Sisley malte hier bei heiterem Wetter das vermutlich sonntägliche Treiben von Wassersportlern und Spaziergängern: Ruderer passieren soeben die Brücke in ihrer Mitte, am Ufer machen sich andere Personen abfahrbereit, promenieren oder ruhen sich aus, unter der Brücke sind Boote zum Trocknen aufgestellt. Nur erahnen kann man, dass sich hier der große Park von Hampton Court Palace anschließt. Die im Wind auf hohem Mast flatternde Flagge könnte auf die Bedeutung des Terrains hinweisen, sofern sie nicht Teil einer Regatta-Beflaggung ist. Aber der Künstler registriert nicht nur das Kommen und Gehen, sondern auch das Spiel des Lichts. Sonnige und verschattete Partien spiegeln sich auf der bewegten Oberfläche des Gewässers; durch kurze, energische Pinselstriche ist sie in eine flirrende Farbfläche verwandelt.

Alle Hauptlinien des Bildes führen in steiler Perspektive auf die Mitte und damit gleichzeitig auf den entferntesten Punkt des Hintergrunds zu. Die Masse von Brücke und Hausgruppe dahinter steht in optischem Gleichgewicht zum Volumen der Baumkronen in der rechten Bildhälfte. Sisleys Komposition wird einerseits von Grüntönen für die Vegetation dominiert, andererseits von Grau für die metallische Brücke und Erdtönen für die Häuser und den geziegelten Brückenkopf sowie Strand und Wege. Diese Farben spiegeln sich auch im Wasser, auf dem der blaue Himmel und die weißen Wolken nur wenige Reflexe bilden. Dennoch ist schnell skizziert wirkende Himmel mit den großen Schönwetterwolken ein besonderer Blickfang des Bildes.
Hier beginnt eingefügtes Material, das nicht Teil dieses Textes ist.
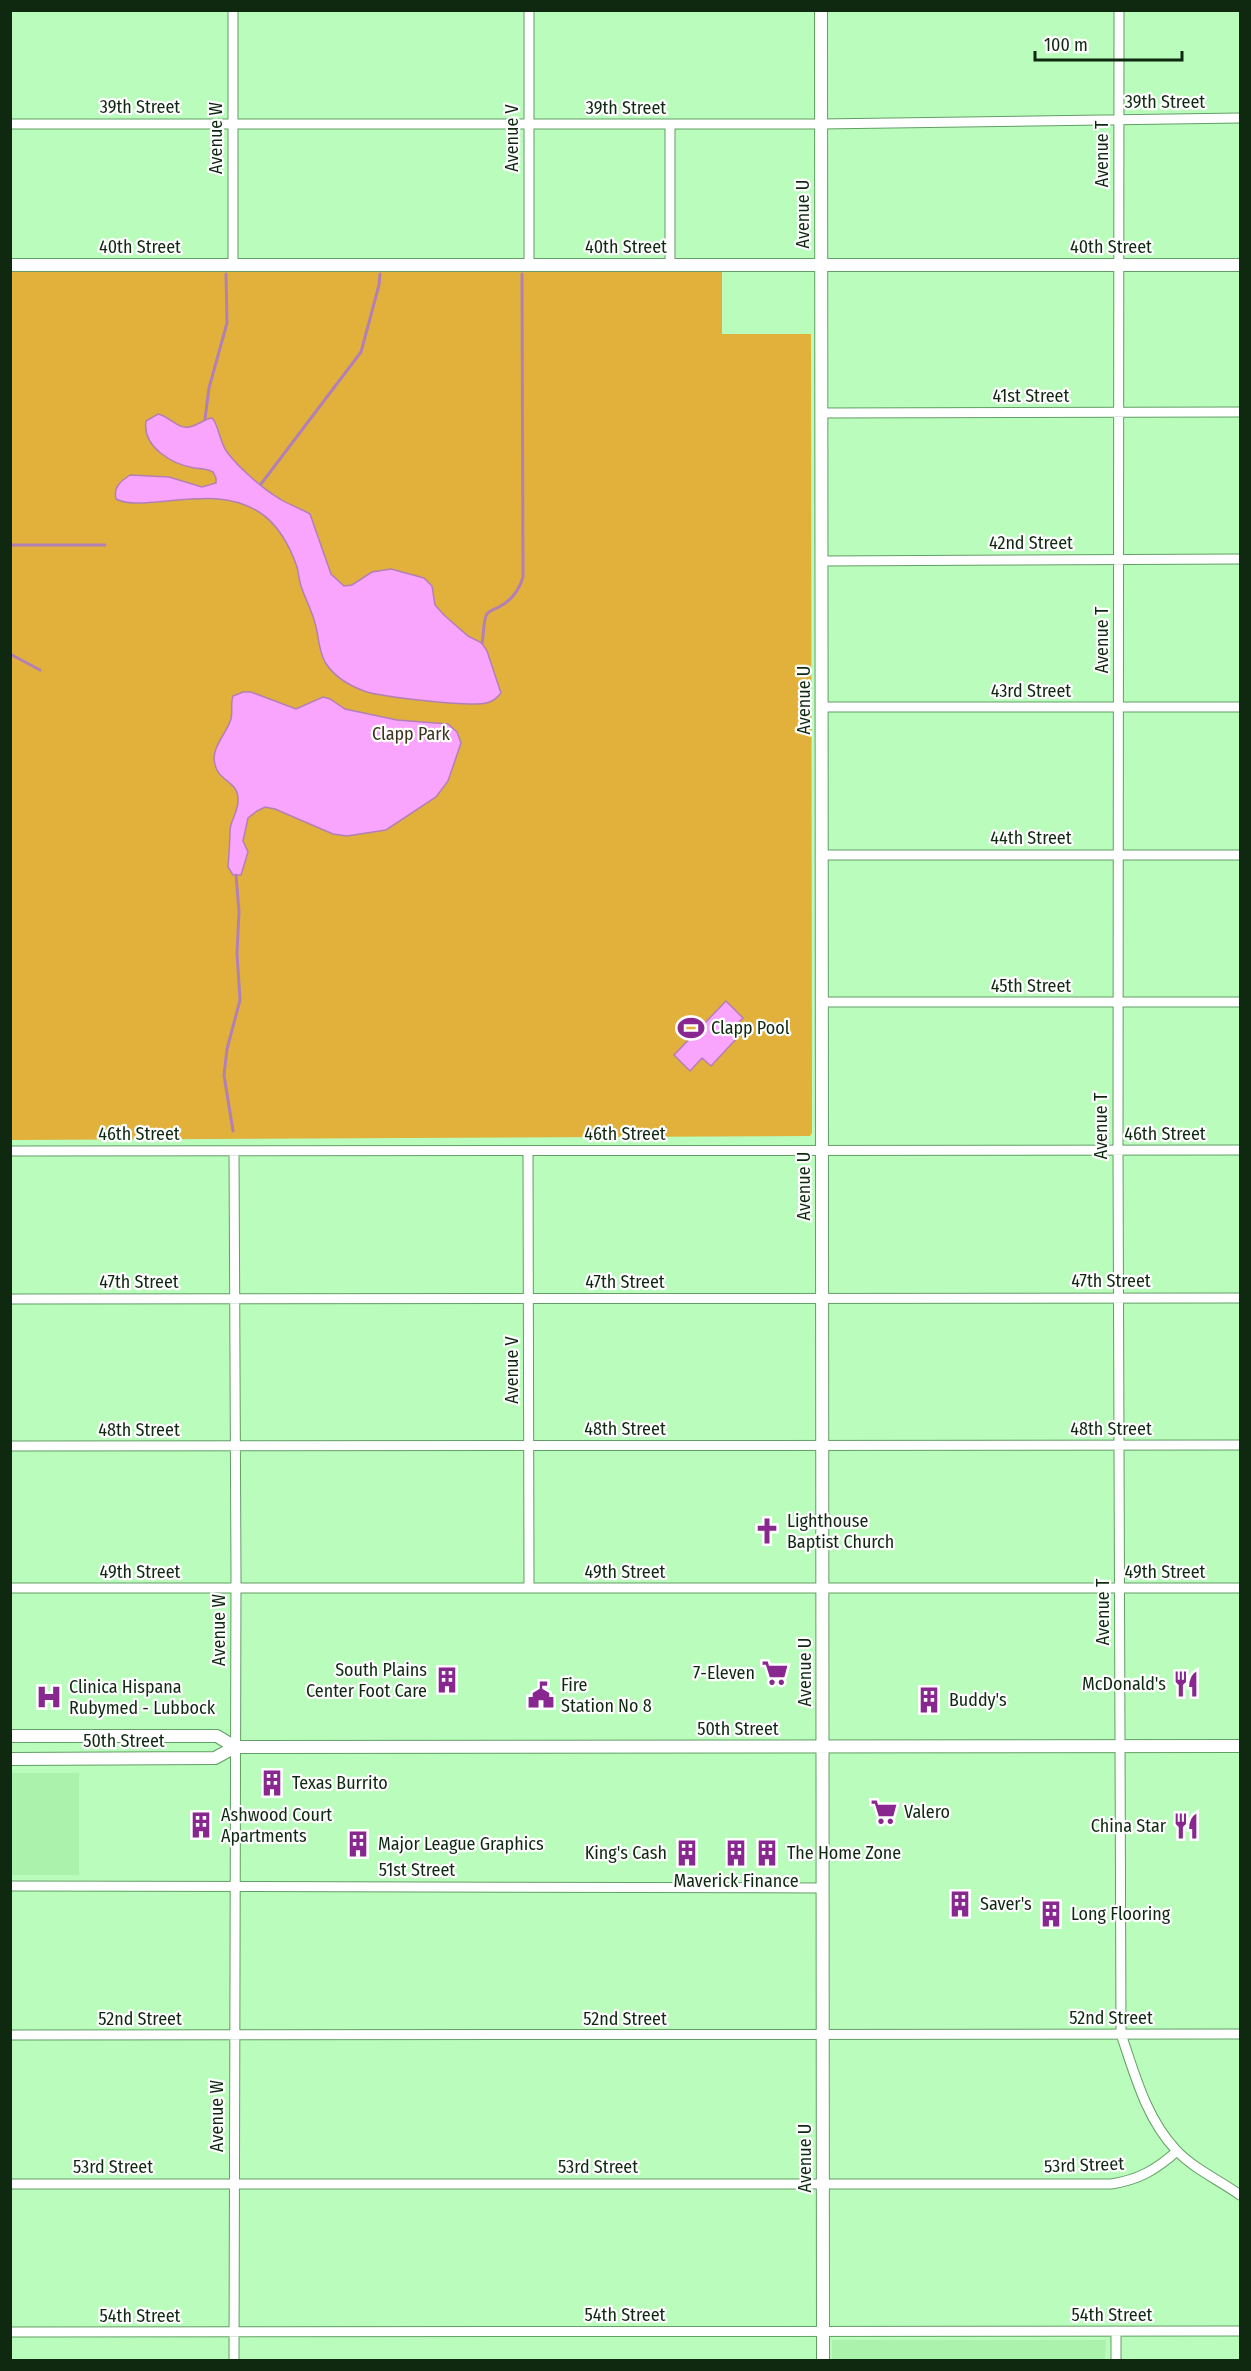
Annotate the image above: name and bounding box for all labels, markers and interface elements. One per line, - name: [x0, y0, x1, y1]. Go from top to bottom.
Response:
- scale bar: [1035, 24, 1182, 62]
- text: 100 m: [1044, 34, 1088, 56]
- street label: 39th Street: [1125, 91, 1205, 113]
- street label: 39th Street: [100, 96, 180, 118]
- street label: 39th Street: [586, 97, 666, 119]
- street label: Avenue W: [205, 102, 227, 174]
- street label: Avenue V: [501, 103, 523, 172]
- street label: Avenue T: [1091, 120, 1113, 187]
- street label: Avenue U: [792, 180, 814, 248]
- street label: 40th Street: [99, 236, 181, 258]
- street label: 40th Street: [585, 236, 667, 258]
- street label: 40th Street: [1070, 236, 1152, 258]
- street label: 41st Street: [993, 385, 1070, 407]
- street label: 42nd Street: [989, 532, 1073, 554]
- street label: Avenue T: [1091, 606, 1113, 673]
- street label: Avenue U: [793, 666, 815, 734]
- street label: 43rd Street: [991, 680, 1071, 702]
- park label: Clapp Park: [372, 723, 451, 745]
- street label: 44th Street: [990, 827, 1072, 849]
- street label: 45th Street: [991, 975, 1071, 997]
- sports icon: Clapp Pool: [676, 1013, 706, 1043]
- place label: Clapp Pool: [711, 1017, 790, 1039]
- street label: Avenue T: [1090, 1092, 1112, 1159]
- street label: 46th Street: [98, 1123, 180, 1145]
- street label: 46th Street: [584, 1123, 666, 1145]
- street label: 46th Street: [1124, 1123, 1206, 1145]
- street label: Avenue U: [793, 1152, 815, 1220]
- street label: 47th Street: [1071, 1270, 1151, 1292]
- street label: 47th Street: [99, 1271, 179, 1293]
- street label: 47th Street: [585, 1271, 665, 1293]
- street label: Avenue V: [501, 1335, 523, 1404]
- street label: 48th Street: [584, 1418, 666, 1440]
- street label: 48th Street: [1070, 1418, 1152, 1440]
- street label: 48th Street: [98, 1419, 180, 1441]
- place label: Lighthouse Baptist Church: [787, 1510, 894, 1553]
- church icon: Lighthouse Baptist Church: [752, 1516, 782, 1546]
- street label: 49th Street: [100, 1561, 181, 1583]
- street label: 49th Street: [585, 1561, 666, 1583]
- street label: 49th Street: [1125, 1561, 1206, 1583]
- street label: Avenue T: [1092, 1578, 1114, 1645]
- street label: Avenue W: [208, 1594, 230, 1666]
- street label: Avenue U: [794, 1638, 816, 1706]
- supermarket icon: 7-Eleven: [760, 1658, 790, 1688]
- place label: South Plains Center Foot Care: [306, 1659, 427, 1702]
- place label: 7-Eleven: [693, 1662, 755, 1684]
- building icon: South Plains Center Foot Care: [432, 1665, 462, 1695]
- restaurant icon: McDonald's: [1171, 1669, 1201, 1699]
- place label: McDonald's: [1082, 1673, 1166, 1695]
- place label: Fire Station No 8: [561, 1674, 652, 1717]
- place label: Clinica Hispana Rubymed - Lubbock: [69, 1676, 216, 1719]
- public building icon: Fire Station No 8: [526, 1680, 556, 1710]
- hospital icon: Clinica Hispana Rubymed - Lubbock: [34, 1682, 64, 1712]
- building icon: Buddy's: [914, 1685, 944, 1715]
- place label: Buddy's: [949, 1689, 1007, 1711]
- street label: 50th Street: [697, 1718, 779, 1740]
- street label: 50th Street: [83, 1730, 165, 1752]
- building icon: Texas Burrito: [257, 1768, 287, 1798]
- place label: Texas Burrito: [292, 1772, 388, 1794]
- supermarket icon: Valero: [869, 1797, 899, 1827]
- place label: Valero: [904, 1801, 950, 1823]
- place label: Ashwood Court Apartments: [221, 1804, 332, 1847]
- building icon: Ashwood Court Apartments: [186, 1810, 216, 1840]
- restaurant icon: China Star: [1171, 1811, 1201, 1841]
- place label: China Star: [1091, 1815, 1167, 1837]
- building icon: Major League Graphics: [343, 1829, 373, 1859]
- place label: Major League Graphics: [378, 1833, 544, 1855]
- building icon: King's Cash: [672, 1838, 702, 1868]
- building icon: Maverick Finance: [721, 1838, 751, 1868]
- building icon: The Home Zone: [752, 1838, 782, 1868]
- place label: King's Cash: [585, 1842, 667, 1864]
- place label: The Home Zone: [787, 1842, 901, 1864]
- street label: 51st Street: [379, 1859, 455, 1881]
- place label: Maverick Finance: [673, 1870, 799, 1892]
- building icon: Saver's: [945, 1889, 975, 1919]
- place label: Saver's: [980, 1893, 1032, 1915]
- building icon: Long Flooring: [1036, 1899, 1066, 1929]
- place label: Long Flooring: [1071, 1903, 1171, 1925]
- street label: 52nd Street: [1069, 2007, 1153, 2029]
- street label: 52nd Street: [98, 2008, 182, 2030]
- street label: 52nd Street: [583, 2008, 667, 2030]
- street label: Avenue W: [206, 2080, 228, 2152]
- street label: Avenue U: [794, 2124, 816, 2192]
- street label: 53rd Street: [1044, 2153, 1125, 2177]
- street label: 53rd Street: [73, 2156, 153, 2178]
- street label: 53rd Street: [558, 2156, 638, 2178]
- street label: 54th Street: [585, 2304, 666, 2326]
- street label: 54th Street: [1072, 2304, 1153, 2326]
- street label: 54th Street: [100, 2305, 181, 2327]

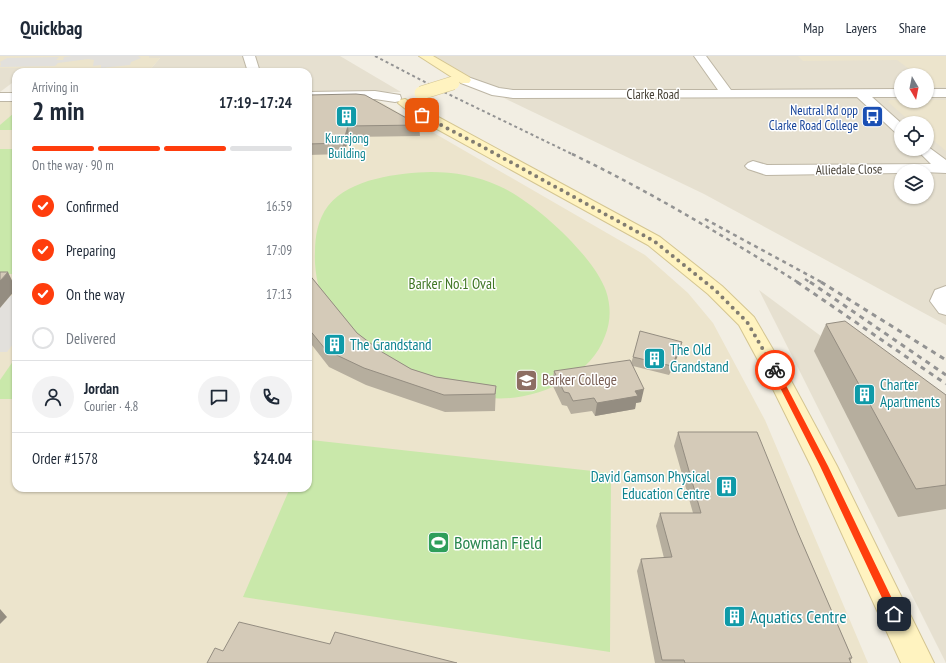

Alfred Sisley: Regatta in Hampton Court (1874), Zürich, Sammlung Emil Bührle
Alfred Sisley: Die Brücke von Villeneuve-la-Garenne (1872); New York, Metropolitan Museum
  Sisley, 1839 in Paris geboren als Sohn eines englischen Ehepaars, lebte und arbeitete bis zu seinem Tod 1899 in Frankreich, blieb aber zeit seines Lebens britischer Staatsbürger. Im Frühjahr 1874 hatte er mit fünf Landschaftsbildern an der ersten Impressionisten-Ausstellung in Paris teilgenommen. Nach deren Abschluss lud ihn der Opernsänger und Kunstsammler Jean-Baptiste Faure (1830–1914) ein, ihn nach Hampton Court zu begleiten. Sisley nahm die Einladung an und hielt sich von Juli bis Oktober dort auf. Der Ort war berühmt für sein Schloss, das größte Königsschloss Englands, gegründet von Kardinal Thomas Wolsey (1475–1530) und umgeben von weitläufigen Parkanlagen. Sisley wählte jedoch nicht Schloss oder Park zum Gegenstand seiner Bilder, sondern Regatten an der Themse, eine Schleuse und andere mit dem Fluss verbundene Motive – wie eben auch die Brücke von Hampton Court. Nicht am gleichen Ort gemalt, aber erstaunlich verwandt mit unserem Bild ist Sisleys bereits 1872 entstandenes Gemälde Die Brücke von Villeneuve-la-Garenne des New Yorker Metropolitan Museum.

 

Literaturhinweise

Budde, Rainer/Krischel, Roland (Hrsg.): Das Wallraf-Richartz-Museum. Hundert Meisterwerke von Simone Martini bis Edvard Munch. DuMont Buchverlag, Köln 2001, S. 204;

Finckh, Gerhard (Hrsg.): Alfred Sisley – Der wahre Impressionist. Von der Heydt-Museum, Wuppertal 2011;

Schaefer, Barbara (Hrsg.): Paris 1893 ·1874: Revolution in der Kunst. Vom Salon zum Impressionismus. Wienand Verlag, Köln, S. 234.